OTTAWA — The preamble for the political trial of the 2015 federal election year began in the wee, cold hours before dawn this morning outside an Ottawa courthouse.
Dozens of reporters, producers, camera crews, sound engineers and photographers gathered on a busy downtown street awaiting the arrival of the star of the show: former TV host and now accused fraudster Mike Duffy.
Duffy arrived shortly before 10 a.m., surrounded by a moving throng of reporters and television cameras and saying nothing. His lawyer Donald Bayne would only say they would deliver their message in court.
The senator's trial on 31 charges related to his Senate expense accounts gets underway later this morning under an intense media spotlight.
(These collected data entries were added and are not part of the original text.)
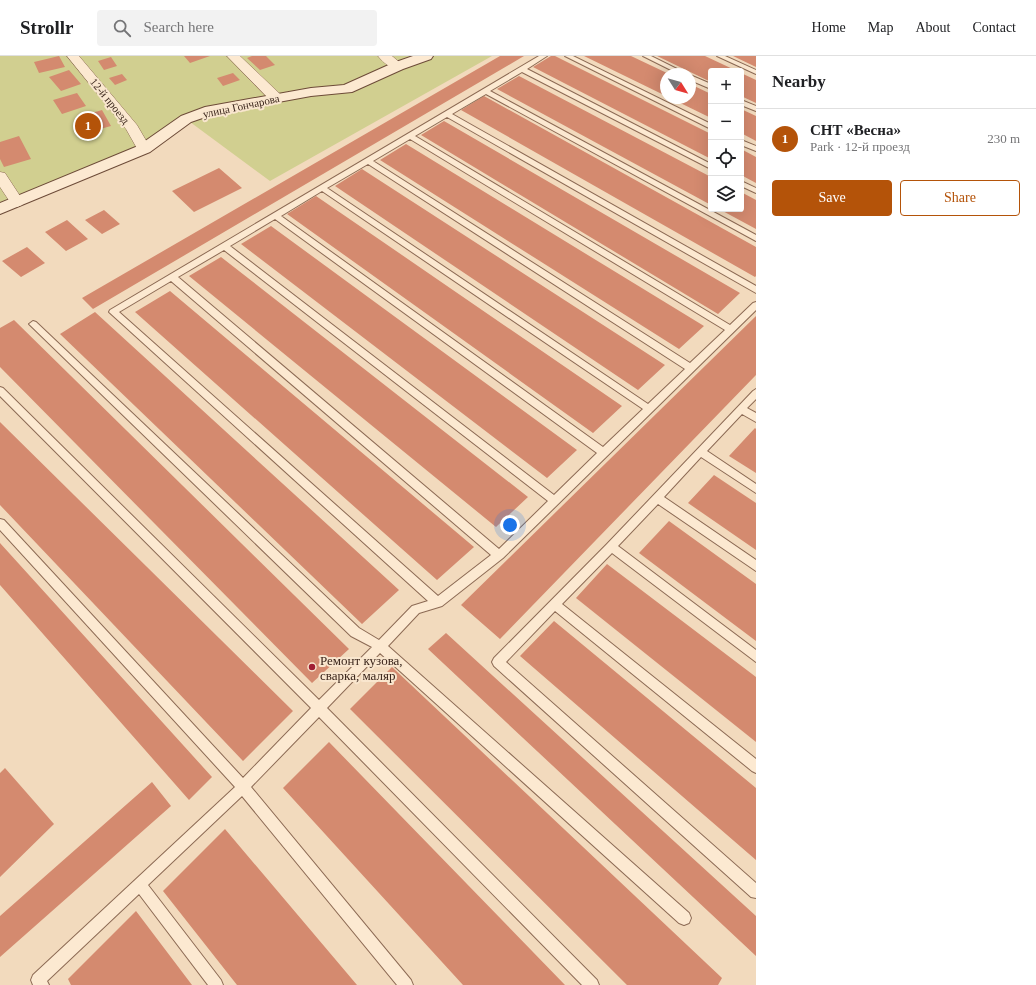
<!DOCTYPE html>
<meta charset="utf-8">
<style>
:root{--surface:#fff;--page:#f2f2f2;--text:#202124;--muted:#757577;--line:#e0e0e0;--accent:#b45309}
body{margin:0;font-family:Georgia,serif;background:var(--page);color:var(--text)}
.controls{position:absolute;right:12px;top:12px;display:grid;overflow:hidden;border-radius:4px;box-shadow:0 4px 16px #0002}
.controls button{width:36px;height:36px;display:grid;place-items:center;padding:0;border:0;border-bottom:1px solid var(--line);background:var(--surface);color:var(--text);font:20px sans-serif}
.compass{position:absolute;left:660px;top:12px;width:36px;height:36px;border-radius:50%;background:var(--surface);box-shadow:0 4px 16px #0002;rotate:127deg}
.you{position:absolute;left:510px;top:469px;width:14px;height:14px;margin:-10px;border:3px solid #fff;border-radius:50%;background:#1a73e8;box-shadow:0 0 0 6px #1a73e833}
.badge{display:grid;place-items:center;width:26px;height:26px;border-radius:50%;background:var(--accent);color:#fff;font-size:13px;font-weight:700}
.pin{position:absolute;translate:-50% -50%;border:2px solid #fff;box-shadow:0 1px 4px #0006}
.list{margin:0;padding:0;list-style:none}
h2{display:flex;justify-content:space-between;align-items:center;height:52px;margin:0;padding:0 16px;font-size:17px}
h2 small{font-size:13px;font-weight:400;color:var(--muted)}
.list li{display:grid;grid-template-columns:26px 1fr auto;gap:12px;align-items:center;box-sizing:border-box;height:60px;padding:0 16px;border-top:1px solid var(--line)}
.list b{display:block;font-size:15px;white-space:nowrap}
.list p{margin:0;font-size:13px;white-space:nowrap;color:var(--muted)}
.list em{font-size:13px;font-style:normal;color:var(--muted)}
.actions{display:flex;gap:8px;padding:12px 16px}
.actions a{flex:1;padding:9px 0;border:1px solid var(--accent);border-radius:4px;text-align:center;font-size:14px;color:var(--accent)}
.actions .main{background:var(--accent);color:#fff}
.icon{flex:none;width:22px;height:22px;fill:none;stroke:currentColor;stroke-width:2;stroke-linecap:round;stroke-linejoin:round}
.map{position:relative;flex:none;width:756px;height:929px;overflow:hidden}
header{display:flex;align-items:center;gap:24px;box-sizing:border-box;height:56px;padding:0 20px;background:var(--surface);border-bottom:1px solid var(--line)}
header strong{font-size:19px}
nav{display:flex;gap:22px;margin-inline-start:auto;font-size:14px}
.search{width:280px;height:36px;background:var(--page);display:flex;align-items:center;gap:10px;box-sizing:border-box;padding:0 14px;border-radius:4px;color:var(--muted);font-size:15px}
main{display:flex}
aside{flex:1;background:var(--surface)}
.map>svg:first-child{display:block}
.green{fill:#d1cf90}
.building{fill:#d48a6f}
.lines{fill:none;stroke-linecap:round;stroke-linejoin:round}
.lane-casing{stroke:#8c6a54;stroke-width:2}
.street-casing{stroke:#8c6a54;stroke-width:1}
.secondary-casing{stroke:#6d4b38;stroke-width:2}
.lane{fill:#fce9d1;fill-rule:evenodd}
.street{fill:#fce9d1;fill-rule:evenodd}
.secondary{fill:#fce9d1;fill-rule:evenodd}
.poi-dot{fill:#a11e33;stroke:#f9e6ce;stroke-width:1.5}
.labels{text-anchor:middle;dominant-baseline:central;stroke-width:4;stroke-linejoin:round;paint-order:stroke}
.far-street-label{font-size:11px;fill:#3a251b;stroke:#f9e6ce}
.poi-label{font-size:13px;fill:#3a251b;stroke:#f9e6ce;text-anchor:start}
</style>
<header>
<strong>Strollr</strong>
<div class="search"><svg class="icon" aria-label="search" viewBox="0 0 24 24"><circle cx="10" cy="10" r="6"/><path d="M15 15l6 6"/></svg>Search here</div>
<nav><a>Home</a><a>Map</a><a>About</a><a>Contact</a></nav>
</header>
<main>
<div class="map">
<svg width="756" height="929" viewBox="0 0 756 929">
<rect width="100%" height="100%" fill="#f2dabd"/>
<path class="green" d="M0 0H492L270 125 186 63 144 93 0 153Z"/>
<path class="building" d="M59 0 65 11 39 17 34 6Z
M184 0H210L190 7Z
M252 0H266L275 9 260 14 247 2Z
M500 0H524L93 253 82 242Z
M551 0H555L711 78V103L533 11Z
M584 0H631L669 18H666V40Z
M657 0H705L737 15H711V26Z
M733 0H756V11Z
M111 1 117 10 104 14 98 5Z
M69 14 81 28 61 35 49 21Z
M233 17 240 24 223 30 217 22Z
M741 17 756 24V47L741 40Z
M122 18 127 24 115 29 109 22Z
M519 20 711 121V149L497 33Z
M690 28 711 38V62L670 42H690Z
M77 37 86 50 62 58 53 44Z
M484 40 756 191V220L755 221 461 54Z
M741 53 756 60V85L741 77Z
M102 54 111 70 93 75 85 59Z
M444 65 740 237 718 258 421 79Z
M19 80 31 103 4 111 0 103V86Z
M406 88 704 270 679 293 380 104Z
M741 93 756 101V127L741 119Z
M219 112 242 132 194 156 172 135Z
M362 113 665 309 638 334 335 130Z
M741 136 756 144V173L719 153H741Z
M316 140 622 350 593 377 287 158Z
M104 154 120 168 102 178 85 164Z
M67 164 88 183 66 195 45 176Z
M271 170 577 394 547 422 241 188Z
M27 191 45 207 21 221 2 205Z
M221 201 528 441 496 471 189 220Z
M170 235 474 491 437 524 135 256Z
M95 256 399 534 362 568 60 278Z
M756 260V319L500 583 461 549Z
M14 264 349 593 312 627 0 311V272Z
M0 366 293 655 243 705 0 449Z
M755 372 756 373V417L729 400Z
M714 419 756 447V494L688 447Z
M669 465 756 528V585L639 497Z
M0 487 212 721 189 744 0 529Z
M607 508 756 621V686L576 542Z
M554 565 756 732V804L520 600Z
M446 577 756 860V900L428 593Z
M392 611 722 922 718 929H627L350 653Z
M329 686 565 929H463L283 732Z
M5 712 54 768 0 821V717Z
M152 726 171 750 0 901V860Z
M225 773 357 929H237L163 835Z
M136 855 192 929H71L68 923Z"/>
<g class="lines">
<defs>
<path id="lane" d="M539 0H547L527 13 711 108V113L522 16 490 35 756 179V185L486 38 452 58 756 230V237L447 61 415 80 730 269 753 247 756 246V254L503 502 442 550 419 557 388 590 689 857 691 862 689 867 684 869 679 867 380 597 327 652 597 924 599 929H582L319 661 251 731 411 924 413 929H397L242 740 148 829 221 924 223 929H208L139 838 47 925 49 929H33L31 924 33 919 235 731 0 474V463L4 464 243 722 311 652 0 340V331L3 332 319 644 372 591 351 580 29 268 33 265 36 266 359 572 379 584 412 550 428 545 109 256 110 254ZM410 83 725 274 690 307 373 105ZM368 108 685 313 648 348 327 132ZM322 135 643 353 603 391 281 160ZM275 163 597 397 554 439 230 190ZM224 194 548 445 499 493 178 221ZM171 225 491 499 438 540 119 256Z
M565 0H573L711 68V73Z
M643 0H651L687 18H679Z
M717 0H725L756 14V18Z
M690 19 711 28V33L690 24Z
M741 44 756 50V55L741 49Z
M741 84 756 90V95L741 89Z
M741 125 756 132V137L741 130Z
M756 333V343L747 352 756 357V366L742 358 707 395 756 428V437L701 401 664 441 756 504V515L658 448 618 490 756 594V606L612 497 562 548 756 703V717L752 715 555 555 506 606 756 827V842L751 841 494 610 492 606 494 602 607 488 753 335Z"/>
<path id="street" d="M67 0H79L137 69 151 93 149 96 144 97 139 96 126 73Z
M227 0H240L281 39 282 42 281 45H271Z
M378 0H392L404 10 402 13C394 15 383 7 378 0Z
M0 116 5 117 22 143 24 146 22 149 17 151 12 149 0 131Z"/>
<path id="secondary" d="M413 0H433L431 3 403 13 352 36 311 40 214 58 191 66 150 96 0 158V147L138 90 181 60 205 51 311 32 344 29 393 7Z"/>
</defs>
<use href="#lane" class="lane-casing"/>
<use href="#street" class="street-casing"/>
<use href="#secondary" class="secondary-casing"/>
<use href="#lane" class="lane"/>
<use href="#street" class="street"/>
<use href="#secondary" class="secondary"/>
</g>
<circle class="poi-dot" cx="312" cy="611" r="4"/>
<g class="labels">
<g class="far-street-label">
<text transform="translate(110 45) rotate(51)">12-й проезд</text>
<text transform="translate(241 50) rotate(-12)">улица Гончарова</text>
</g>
<g class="poi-label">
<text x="320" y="604">Ремонт кузова,<tspan x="320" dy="15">сварка, маляр</tspan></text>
</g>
</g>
</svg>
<div class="controls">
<button>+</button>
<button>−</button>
<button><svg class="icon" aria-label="locate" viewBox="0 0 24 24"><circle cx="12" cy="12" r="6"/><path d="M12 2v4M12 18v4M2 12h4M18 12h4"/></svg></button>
<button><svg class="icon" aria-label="layers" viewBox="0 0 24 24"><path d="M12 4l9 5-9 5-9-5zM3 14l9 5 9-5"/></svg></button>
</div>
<svg class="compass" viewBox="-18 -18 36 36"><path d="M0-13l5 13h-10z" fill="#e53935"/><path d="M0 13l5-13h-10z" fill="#757577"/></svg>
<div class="you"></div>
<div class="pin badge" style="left:88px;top:70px">1</div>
</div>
<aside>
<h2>Nearby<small></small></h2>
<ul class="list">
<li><span class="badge">1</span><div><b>СНТ «Весна»</b><p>Park · 12-й проезд</p></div><em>230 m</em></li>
</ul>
<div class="actions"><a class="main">Save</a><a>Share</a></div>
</aside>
</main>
Startled citizens arriving for their own court dates had to run a gauntlet of cameras and pass a raised platform in front of the courthouse doors where TV reporters were doing live stand ups for a trial that had yet to begin.
Two courtrooms have been set aside for the scheduled six-week trial, including an overflow room where the proceedings will be shown on a video monitor.
However, the immediate public appetite for the show was not in evidence from the lineup outside the courthouse before the doors opened at 8 a.m.
David Cook of Ottawa was one of a handful of civilians mixed among the lineup of reporters, and he likened the trial's opening day to the Grey Cup or the Stanley Cup for politics watchers.
Robert Gaal said he got the court bug during a jury stint last year and said he hopes the Duffy trial leads to a general clean-up of federal politics.